Given data: Begin

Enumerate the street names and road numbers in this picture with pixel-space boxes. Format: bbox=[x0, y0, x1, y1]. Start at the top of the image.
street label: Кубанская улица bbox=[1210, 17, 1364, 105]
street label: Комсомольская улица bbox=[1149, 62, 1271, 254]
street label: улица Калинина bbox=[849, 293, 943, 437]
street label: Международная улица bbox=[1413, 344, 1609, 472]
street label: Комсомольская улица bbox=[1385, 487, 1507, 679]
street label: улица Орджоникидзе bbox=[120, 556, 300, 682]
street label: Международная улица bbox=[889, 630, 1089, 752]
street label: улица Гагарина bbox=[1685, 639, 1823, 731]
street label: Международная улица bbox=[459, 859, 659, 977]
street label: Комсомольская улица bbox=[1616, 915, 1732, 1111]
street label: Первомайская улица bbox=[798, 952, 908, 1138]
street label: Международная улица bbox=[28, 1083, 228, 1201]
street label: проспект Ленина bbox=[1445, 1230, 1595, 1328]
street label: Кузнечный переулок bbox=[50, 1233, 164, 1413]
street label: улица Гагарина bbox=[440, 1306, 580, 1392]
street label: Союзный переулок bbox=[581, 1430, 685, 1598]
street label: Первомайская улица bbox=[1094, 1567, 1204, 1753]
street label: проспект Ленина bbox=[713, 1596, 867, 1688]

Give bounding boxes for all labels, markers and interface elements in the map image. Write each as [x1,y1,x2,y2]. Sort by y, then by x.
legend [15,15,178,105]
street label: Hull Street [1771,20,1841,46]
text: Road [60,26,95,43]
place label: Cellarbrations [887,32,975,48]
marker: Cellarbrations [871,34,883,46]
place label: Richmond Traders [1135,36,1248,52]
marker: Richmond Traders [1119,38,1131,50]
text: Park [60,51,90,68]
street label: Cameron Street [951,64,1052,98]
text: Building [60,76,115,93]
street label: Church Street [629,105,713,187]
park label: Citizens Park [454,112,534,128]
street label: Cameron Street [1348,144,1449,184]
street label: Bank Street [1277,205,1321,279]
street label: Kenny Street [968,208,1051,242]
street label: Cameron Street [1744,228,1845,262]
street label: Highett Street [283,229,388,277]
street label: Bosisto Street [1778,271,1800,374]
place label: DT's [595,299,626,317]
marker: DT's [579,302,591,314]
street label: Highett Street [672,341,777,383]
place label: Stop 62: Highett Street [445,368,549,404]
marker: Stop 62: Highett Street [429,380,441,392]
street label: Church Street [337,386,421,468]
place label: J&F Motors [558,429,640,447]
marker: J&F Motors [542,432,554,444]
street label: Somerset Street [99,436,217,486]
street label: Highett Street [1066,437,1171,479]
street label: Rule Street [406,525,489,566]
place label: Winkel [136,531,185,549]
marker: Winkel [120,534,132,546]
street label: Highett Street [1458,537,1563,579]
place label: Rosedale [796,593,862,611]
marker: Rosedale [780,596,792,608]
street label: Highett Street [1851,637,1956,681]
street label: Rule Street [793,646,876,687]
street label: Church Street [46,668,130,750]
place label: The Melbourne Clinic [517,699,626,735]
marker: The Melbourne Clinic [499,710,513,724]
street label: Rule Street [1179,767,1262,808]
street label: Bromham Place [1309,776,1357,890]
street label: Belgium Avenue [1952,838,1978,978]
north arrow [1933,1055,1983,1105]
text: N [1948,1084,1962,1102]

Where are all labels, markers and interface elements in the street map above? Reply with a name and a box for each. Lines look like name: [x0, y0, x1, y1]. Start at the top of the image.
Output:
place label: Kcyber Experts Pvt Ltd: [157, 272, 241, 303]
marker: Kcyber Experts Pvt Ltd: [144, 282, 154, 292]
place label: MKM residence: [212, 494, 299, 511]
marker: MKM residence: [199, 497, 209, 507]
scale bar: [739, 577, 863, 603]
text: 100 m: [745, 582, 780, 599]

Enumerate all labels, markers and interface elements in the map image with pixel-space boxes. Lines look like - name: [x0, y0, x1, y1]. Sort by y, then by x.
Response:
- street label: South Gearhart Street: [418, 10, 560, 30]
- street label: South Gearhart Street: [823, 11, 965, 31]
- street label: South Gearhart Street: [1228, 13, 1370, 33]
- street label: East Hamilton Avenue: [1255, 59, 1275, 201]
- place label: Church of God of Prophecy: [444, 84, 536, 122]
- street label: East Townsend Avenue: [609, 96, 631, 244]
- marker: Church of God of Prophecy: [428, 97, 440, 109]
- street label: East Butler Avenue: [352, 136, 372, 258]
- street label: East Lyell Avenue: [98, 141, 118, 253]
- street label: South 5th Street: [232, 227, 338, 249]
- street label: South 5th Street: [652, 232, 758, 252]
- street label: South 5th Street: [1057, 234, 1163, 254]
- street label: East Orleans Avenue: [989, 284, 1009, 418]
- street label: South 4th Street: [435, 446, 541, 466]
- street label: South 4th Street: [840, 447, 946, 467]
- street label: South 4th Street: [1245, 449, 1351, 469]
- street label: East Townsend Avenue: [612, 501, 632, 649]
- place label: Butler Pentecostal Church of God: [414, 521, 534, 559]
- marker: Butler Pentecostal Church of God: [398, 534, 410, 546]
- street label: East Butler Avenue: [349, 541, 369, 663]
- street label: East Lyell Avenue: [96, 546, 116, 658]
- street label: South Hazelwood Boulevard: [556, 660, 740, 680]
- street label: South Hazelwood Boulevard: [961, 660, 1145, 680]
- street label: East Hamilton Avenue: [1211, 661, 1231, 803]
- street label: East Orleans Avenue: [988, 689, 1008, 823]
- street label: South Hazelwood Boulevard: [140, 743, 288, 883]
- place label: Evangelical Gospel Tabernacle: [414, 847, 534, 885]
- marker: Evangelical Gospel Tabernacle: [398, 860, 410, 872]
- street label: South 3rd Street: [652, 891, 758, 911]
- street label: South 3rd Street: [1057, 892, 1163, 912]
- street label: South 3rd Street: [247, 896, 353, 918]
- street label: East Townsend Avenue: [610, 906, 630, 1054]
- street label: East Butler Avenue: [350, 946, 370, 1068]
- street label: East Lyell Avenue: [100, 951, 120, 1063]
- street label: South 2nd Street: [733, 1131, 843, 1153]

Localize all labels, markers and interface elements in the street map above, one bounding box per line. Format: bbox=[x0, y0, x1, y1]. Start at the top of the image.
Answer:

Given data: End

What the task asks →
Take from the listing above each line containing "look".

Completed task →
Where are all labels, markers and interface elements in the street map above? Reply with a name and a box for each. Lines look like name: [x0, y0, x1, y1]. Start at the top of the image.
Enumerate all labels, markers and interface elements in the map image with pixel-space boxes. Lines look like - name: [x0, y0, x1, y1]. Sort by y, then by x.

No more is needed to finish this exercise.